MARTIN: Has there been any damage?
KAHN: There's localized flooding. We saw some trees down on - and they say there's - on the coastal roads - there are few communities on the coast that are still incommunicado, so we don't really know. But, you know, what we've seen from coming from Guadalajara inland out to the mountain areas, no - nothing too bad. You know, this is - in the mountains is where they were really fearful that - there were predictions like 20 inches of rain could fall. But we didn't see that many landslides. We saw some isolated mudslides. We saw some roaring rivers with full trees going down it, but nothing like, as I said, that we were fearful of.
MARTIN: Are people out and about other than reporters like you trying to tell us what's going on there? Is anybody doing their thing, and what are people saying about it?
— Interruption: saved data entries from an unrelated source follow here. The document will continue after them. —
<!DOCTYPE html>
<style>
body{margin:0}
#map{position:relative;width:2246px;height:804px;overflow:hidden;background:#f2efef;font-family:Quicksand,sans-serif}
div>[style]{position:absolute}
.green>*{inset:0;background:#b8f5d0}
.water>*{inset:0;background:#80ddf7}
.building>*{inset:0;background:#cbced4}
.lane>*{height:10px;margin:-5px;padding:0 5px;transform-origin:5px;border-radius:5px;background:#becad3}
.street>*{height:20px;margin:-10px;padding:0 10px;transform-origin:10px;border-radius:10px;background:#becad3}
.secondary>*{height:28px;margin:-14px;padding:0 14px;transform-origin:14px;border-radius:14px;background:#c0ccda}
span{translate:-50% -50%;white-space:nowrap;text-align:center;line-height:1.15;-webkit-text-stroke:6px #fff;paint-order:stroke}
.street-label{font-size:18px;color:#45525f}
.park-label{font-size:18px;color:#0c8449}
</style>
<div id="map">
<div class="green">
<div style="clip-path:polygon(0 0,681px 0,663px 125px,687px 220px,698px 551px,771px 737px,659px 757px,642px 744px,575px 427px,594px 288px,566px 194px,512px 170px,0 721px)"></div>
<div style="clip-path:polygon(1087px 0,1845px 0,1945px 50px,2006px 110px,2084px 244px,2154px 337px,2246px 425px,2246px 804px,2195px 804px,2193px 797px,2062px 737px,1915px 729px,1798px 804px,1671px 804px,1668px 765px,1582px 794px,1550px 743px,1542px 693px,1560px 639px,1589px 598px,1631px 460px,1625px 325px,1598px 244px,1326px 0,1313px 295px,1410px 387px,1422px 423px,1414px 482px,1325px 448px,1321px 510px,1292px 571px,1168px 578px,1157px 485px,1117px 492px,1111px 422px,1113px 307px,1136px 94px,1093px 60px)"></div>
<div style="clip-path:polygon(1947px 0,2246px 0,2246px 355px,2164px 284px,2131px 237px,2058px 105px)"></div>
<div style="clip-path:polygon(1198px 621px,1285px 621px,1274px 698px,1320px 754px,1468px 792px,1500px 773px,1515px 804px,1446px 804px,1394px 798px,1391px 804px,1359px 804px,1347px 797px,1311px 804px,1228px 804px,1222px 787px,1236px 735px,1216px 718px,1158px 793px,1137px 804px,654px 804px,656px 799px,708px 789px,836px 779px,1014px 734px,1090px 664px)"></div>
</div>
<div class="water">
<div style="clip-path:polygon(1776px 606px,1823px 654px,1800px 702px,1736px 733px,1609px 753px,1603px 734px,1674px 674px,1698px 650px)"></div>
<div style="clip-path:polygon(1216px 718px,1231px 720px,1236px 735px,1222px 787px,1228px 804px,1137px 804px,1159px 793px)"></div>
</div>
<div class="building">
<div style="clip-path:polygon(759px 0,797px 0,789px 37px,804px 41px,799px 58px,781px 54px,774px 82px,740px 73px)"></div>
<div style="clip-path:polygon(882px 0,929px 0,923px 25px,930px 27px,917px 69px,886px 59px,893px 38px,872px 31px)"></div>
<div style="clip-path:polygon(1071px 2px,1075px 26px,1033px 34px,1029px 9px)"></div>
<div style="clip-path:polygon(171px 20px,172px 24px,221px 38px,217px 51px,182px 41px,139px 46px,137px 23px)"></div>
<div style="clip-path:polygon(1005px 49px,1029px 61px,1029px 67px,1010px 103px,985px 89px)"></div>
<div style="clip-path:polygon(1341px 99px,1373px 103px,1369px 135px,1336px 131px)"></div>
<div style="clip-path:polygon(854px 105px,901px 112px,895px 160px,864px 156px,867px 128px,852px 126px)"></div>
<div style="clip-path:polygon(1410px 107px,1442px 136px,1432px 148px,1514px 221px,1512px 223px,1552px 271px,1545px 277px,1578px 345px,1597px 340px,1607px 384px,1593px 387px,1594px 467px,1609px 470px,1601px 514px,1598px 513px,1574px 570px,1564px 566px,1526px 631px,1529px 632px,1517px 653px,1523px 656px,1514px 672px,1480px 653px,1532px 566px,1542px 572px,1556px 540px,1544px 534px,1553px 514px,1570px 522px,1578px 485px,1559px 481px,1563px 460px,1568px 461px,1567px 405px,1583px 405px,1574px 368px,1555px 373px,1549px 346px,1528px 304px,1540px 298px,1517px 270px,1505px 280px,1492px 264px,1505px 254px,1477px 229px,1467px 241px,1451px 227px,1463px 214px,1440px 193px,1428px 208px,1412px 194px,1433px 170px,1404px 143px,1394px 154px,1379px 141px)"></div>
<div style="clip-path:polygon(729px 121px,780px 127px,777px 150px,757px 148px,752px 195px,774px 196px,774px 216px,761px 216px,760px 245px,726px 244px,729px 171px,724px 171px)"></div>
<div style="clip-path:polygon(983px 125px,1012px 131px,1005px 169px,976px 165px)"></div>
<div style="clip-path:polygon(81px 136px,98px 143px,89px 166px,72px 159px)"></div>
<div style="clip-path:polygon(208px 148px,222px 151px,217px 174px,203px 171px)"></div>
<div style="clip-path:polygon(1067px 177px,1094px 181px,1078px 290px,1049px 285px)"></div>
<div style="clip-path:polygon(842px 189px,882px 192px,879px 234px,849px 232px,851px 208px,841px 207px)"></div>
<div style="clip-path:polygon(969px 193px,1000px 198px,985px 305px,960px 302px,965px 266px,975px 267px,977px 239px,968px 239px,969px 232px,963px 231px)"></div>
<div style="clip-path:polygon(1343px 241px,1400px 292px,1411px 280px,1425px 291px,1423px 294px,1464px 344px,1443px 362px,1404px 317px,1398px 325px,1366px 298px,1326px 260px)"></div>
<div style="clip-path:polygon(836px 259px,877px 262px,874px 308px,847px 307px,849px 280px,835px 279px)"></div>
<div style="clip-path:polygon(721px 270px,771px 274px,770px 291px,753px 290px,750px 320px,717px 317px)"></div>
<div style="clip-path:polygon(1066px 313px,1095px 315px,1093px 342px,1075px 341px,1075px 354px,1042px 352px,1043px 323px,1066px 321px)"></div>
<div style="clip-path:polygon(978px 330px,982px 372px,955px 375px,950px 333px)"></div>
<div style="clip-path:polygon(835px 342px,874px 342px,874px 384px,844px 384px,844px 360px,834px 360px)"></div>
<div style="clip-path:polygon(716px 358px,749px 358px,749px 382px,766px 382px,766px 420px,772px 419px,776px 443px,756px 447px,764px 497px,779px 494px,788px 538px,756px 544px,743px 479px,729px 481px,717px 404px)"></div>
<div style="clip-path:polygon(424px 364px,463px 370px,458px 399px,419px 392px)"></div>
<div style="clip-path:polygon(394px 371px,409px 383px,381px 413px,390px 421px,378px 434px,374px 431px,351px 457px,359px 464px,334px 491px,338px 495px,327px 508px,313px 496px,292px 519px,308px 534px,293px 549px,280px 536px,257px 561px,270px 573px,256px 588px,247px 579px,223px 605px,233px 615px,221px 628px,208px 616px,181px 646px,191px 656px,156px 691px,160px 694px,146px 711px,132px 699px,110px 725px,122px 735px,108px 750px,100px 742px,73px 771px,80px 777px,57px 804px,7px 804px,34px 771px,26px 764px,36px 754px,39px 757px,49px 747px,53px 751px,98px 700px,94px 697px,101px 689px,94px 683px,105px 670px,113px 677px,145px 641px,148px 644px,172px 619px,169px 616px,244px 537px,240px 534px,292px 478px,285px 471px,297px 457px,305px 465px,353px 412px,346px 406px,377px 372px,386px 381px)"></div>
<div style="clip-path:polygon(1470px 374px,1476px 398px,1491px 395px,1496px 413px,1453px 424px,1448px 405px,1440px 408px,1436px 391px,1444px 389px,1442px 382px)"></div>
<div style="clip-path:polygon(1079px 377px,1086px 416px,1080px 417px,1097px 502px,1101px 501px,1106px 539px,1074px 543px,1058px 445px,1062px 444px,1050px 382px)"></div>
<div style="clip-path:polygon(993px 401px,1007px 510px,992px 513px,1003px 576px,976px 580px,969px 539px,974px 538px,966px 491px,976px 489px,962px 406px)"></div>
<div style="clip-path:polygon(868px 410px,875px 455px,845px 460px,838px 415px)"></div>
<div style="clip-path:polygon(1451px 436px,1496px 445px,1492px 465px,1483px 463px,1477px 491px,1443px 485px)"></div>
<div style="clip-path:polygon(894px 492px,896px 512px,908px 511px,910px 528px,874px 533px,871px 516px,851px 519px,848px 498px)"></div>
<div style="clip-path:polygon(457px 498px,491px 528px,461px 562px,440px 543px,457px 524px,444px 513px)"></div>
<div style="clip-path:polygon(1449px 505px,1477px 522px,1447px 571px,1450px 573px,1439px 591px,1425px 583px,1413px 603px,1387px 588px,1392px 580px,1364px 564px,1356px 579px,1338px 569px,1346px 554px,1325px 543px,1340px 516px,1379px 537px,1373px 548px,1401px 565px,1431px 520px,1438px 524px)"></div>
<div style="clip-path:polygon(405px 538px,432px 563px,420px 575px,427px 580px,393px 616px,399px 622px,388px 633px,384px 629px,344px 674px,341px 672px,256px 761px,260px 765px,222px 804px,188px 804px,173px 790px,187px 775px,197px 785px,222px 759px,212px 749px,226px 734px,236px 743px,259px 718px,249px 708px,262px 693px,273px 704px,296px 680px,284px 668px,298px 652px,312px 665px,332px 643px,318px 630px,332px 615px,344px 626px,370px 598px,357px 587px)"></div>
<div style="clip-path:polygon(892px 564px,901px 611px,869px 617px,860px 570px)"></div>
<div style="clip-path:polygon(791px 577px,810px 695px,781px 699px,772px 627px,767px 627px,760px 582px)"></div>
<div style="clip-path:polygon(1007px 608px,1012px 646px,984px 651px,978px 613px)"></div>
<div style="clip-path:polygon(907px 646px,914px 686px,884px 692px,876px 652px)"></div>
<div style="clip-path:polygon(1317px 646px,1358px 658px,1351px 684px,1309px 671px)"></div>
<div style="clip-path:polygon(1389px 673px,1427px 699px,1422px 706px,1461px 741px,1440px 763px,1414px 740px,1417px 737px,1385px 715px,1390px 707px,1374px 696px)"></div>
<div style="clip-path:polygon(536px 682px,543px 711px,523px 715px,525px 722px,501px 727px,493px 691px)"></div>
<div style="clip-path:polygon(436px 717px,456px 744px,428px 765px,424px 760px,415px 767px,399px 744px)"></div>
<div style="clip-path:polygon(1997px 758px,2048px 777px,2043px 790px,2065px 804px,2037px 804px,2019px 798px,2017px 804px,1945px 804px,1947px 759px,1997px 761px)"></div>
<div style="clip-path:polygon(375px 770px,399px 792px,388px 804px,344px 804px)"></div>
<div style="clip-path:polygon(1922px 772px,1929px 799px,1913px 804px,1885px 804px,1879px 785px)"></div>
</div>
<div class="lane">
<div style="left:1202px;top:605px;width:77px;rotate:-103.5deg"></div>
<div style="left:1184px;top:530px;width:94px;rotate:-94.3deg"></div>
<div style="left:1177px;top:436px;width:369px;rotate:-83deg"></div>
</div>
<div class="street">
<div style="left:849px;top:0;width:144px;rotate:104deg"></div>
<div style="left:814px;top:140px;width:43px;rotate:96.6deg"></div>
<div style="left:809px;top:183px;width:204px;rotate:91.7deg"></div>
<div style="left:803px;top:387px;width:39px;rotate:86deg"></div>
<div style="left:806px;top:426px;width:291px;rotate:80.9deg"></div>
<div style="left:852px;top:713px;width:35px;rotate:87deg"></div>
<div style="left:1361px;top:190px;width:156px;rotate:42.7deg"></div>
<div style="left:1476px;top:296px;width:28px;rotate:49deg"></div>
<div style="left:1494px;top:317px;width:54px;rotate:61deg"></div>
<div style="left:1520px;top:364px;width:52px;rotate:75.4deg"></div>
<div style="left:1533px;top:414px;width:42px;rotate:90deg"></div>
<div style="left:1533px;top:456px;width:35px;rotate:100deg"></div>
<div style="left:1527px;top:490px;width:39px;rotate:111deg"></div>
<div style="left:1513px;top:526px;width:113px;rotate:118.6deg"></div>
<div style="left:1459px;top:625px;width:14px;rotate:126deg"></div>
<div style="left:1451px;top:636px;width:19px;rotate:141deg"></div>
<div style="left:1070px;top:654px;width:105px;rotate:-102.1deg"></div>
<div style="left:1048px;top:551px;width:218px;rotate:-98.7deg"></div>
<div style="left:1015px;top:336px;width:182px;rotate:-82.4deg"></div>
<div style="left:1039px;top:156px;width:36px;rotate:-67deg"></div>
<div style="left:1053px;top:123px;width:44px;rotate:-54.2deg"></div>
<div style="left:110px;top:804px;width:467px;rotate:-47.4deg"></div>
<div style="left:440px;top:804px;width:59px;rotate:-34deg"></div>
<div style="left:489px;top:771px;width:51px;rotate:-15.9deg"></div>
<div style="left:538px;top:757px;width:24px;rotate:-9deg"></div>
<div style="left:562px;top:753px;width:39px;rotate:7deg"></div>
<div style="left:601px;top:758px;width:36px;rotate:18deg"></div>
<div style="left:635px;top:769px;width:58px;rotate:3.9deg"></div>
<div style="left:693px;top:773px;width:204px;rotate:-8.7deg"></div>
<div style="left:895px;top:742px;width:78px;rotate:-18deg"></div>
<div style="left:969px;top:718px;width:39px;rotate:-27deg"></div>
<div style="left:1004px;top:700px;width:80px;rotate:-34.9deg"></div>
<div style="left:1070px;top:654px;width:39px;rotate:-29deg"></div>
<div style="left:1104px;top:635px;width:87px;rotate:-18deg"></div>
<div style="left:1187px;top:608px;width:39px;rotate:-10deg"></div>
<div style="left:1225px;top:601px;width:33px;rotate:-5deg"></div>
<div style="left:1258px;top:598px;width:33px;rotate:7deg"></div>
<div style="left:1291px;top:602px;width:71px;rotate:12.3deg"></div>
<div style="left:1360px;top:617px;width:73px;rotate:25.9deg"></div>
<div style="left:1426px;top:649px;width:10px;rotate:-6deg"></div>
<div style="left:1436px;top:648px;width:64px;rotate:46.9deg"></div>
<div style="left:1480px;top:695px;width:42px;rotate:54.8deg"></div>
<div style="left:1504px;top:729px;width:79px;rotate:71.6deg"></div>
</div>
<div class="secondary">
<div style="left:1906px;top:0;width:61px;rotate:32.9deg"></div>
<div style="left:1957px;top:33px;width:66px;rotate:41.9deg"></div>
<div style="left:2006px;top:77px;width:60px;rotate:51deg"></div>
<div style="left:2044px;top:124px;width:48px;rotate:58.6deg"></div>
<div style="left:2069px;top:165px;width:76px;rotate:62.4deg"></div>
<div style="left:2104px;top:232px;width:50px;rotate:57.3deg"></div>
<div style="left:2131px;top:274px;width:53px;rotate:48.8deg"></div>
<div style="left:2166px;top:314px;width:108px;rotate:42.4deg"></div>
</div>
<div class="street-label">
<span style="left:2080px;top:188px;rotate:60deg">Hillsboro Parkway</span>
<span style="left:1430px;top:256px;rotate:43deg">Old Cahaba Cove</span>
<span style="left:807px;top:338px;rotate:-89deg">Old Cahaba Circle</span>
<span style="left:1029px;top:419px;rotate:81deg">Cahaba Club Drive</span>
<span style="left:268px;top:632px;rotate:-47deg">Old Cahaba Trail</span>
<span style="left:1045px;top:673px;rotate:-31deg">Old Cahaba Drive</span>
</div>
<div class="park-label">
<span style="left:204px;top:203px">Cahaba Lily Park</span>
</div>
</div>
KAHN: Most definitely people are out. We stopped at a shopping mall outside of Guadalajara, which is really far from where the hurricane hit. And people were at their businesses, and they were taking off protective tape and plastic bags that they had put up. They had moved all their merchandise and furniture away from windows. And people were getting back to normal. And I even asked one guy who was working at this furniture rental place, and I said was this all for naught, you know, all this fear of this big hurricane? He said well, it's better to take precautions than to regret it later. And he said there was no problem, that everybody really heeded the warnings from government officials and took all the precautions necessary.
MARTIN: Speaking of officials, I understand that the president of Mexico, Pena Nieto, has been out and about, visiting various towns in the region today. I just wonder though if there's any concern that because things were not as bad as feared that people won't take the next warning as seriously next time.
KAHN: The president already addressed the nation before and said, you know, we seem to have dodged a bullet but we can't let down our guard. I think they're mindful of that. That is always the concern of officials. But you saw those pictures of the hurricane barreling down toward western Mexico at a Category 5. I don't think anybody's going to fault them for the precautions that they took, and they're actually getting high marks, which is good news for this administration, which in two past hurricanes did not get very many high marks for its precautionary and rescue efforts.
MARTIN: That's NPR's Carrie Kahn in Colima. Thanks Carrie.
KAHN: You're more than welcome. Thank you.